There were a few female regulars, and one who haunted the place was Shambles. She had acne scars all over her cragged cheeks, pocked like the mirror-shards glued to the bar’s ceiling. Skin crimped. Her hair had been bleached too many times: tips brittle, broken, crooked. Frayed bangs that fell down to her eyebrows
and pointed a million directions like tassels. Her eyes used to be blue, but they’d faded to matte gray.

Shambles was the patron saint of the hand job, getting strangers off for less than the price of a parking ticket. So far tonight she’d done only one, though there would be more fondling to finance her bar tab. The night was young and full of fisted opportunities.

No Eyebrows stood next to Shambles’ stool and ordered a shot of peppermint schnapps. He liked to drink it because the taste reminded him of mouthwash, in a way that stoked his hostile nostalgia, reminded him that there had been days, real days where he used mouthwash and had a family. Days long before they found tumors stuck to his lungs like poisonous barnacles.
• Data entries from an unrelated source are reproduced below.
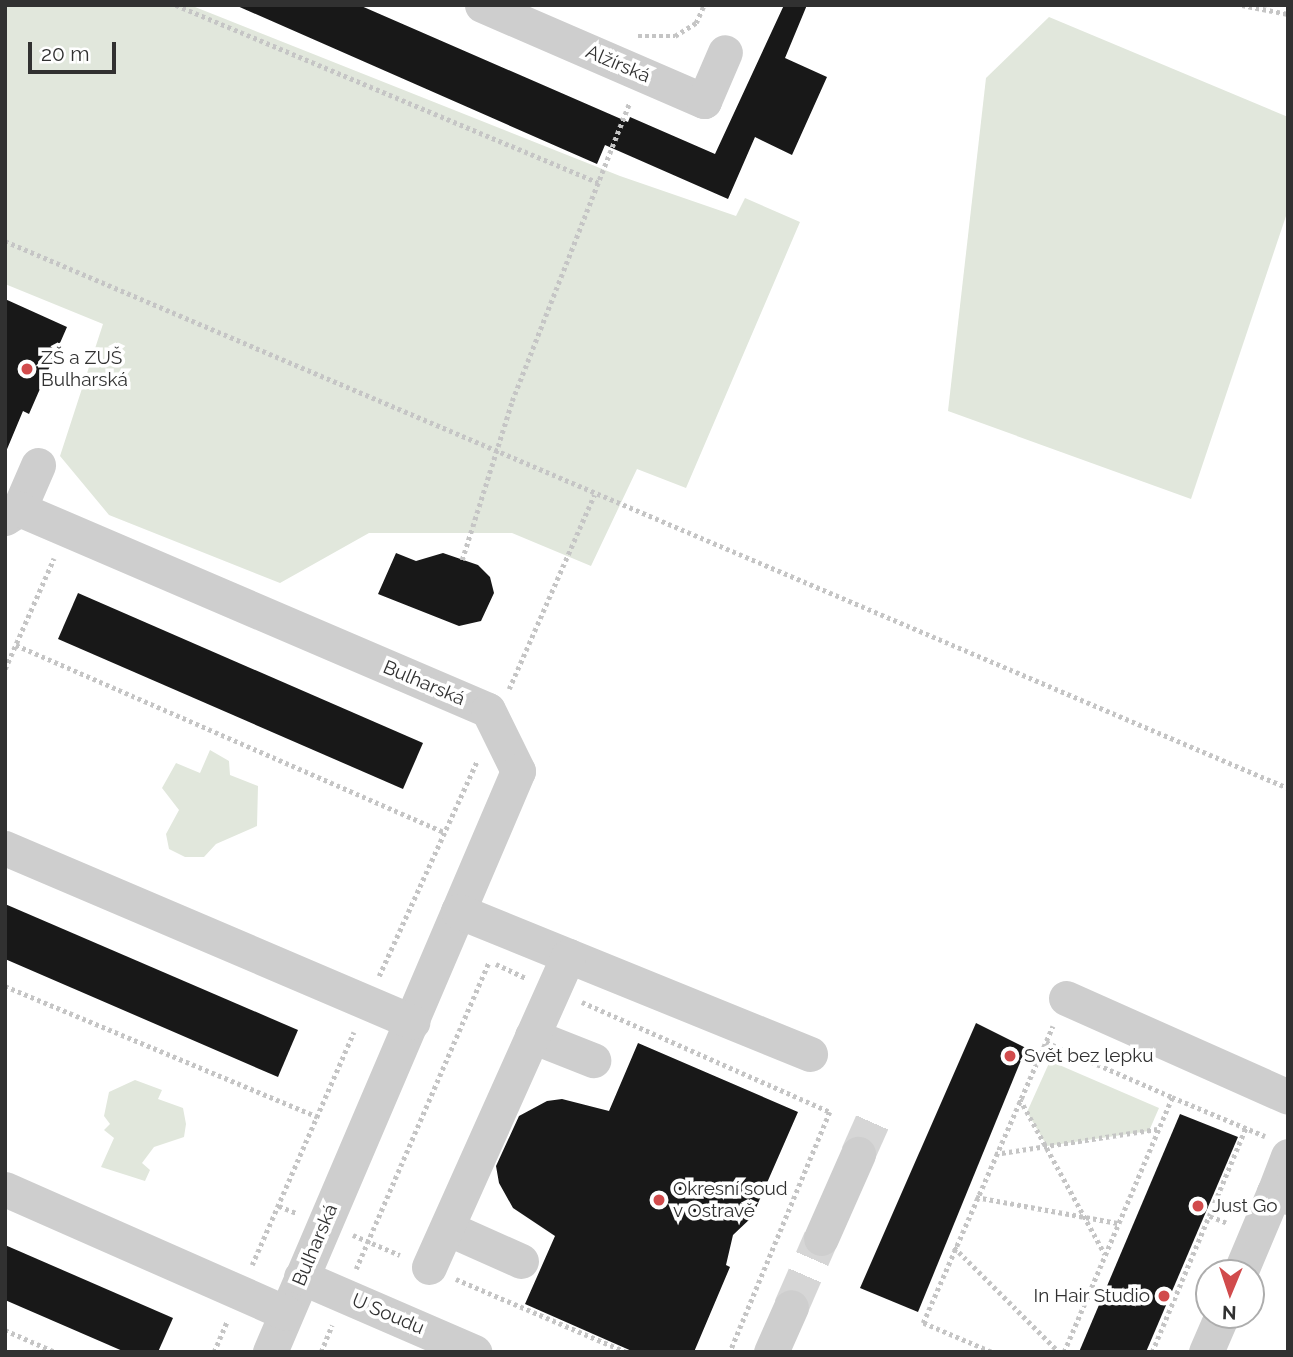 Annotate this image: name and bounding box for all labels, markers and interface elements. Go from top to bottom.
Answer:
scale bar [32,28,119,72]
street label: Alžírská [582,40,654,88]
text: 20 m [41,41,89,66]
place label: ZŠ a ZUŠ Bulharská [41,347,128,391]
marker: ZŠ a ZUŠ Bulharská [19,361,35,377]
street label: Bulharská [380,656,468,710]
place label: Svět bez lepku [1024,1045,1154,1067]
marker: Svět bez lepku [1002,1048,1018,1064]
place label: Okresní soud v Ostravě [673,1178,788,1222]
marker: Okresní soud v Ostravě [651,1192,667,1208]
place label: Just Go [1212,1195,1278,1217]
marker: Just Go [1190,1198,1206,1214]
street label: Bulharská [288,1201,342,1289]
north arrow [1195,1259,1265,1329]
place label: In Hair Studio [1033,1285,1150,1307]
marker: In Hair Studio [1156,1288,1172,1304]
street label: U Soudu [348,1289,428,1339]
text: N [1222,1302,1237,1324] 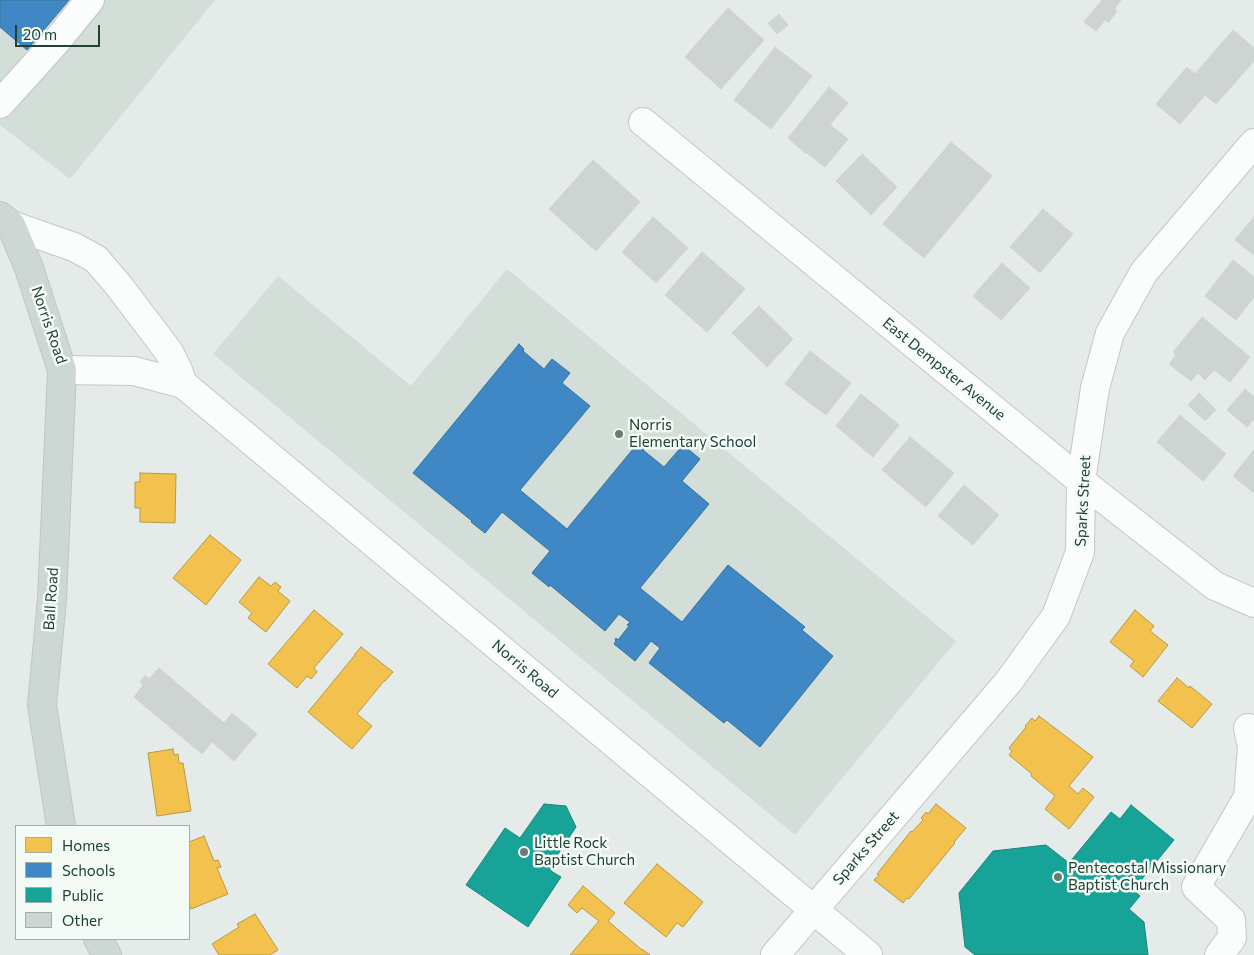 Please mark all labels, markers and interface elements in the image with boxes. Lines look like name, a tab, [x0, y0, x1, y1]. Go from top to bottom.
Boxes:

Owen placed the huge shot down on the bar, and as No Eyebrows reached for it with a shaking hand, Shambles looked at his sallow skin, the way it clung to him like a layer of film on cold chicken broth. Most people were shocked by his appearance because he reinforced the fact that everyone was going to die. People pursed their lips and averted their eyes, shaming him into near invisibility with the verve of their avoidances, trying not to ogle the prowling dead.

Shambles, however, wasn’t deterred or deflected or weirded out by his appearance. She saw him as a business opportunity, dollar signs, an untapped masturbation market (though she wouldn’t establish eye contact with him during the act itself; she never did with any of ’em).

“Do you mind if I drink with you?” Shambles said to No Eyebrows, then asked Owen to pour her another whiskey.

“I’d like that,” No Eyebrows said. “Thanks.”

Owen brought her drink and said, “This is your last shot.” He resented how openly she flaunted her zeal to fondle the customers because the only hands that had been on him in over a year were incidental brushes. Often, he felt like a person collecting tolls at a bridge, interacting with hundreds, thousands of people every day but never knowing any of them. They approached, idled, vanished, and he was stuck in his tiny shack (Damascus, in this case), awaiting the next impatient exchange.

Shambles frowned at Owen’s warning. She waved him away. He could be testy. A nice man, but definitely grumpy. Not to mention his atrocious birthmark. She tried not to stare at it every time they spoke, but she couldn’t help herself: it was like he had a third nipple on his upper lip.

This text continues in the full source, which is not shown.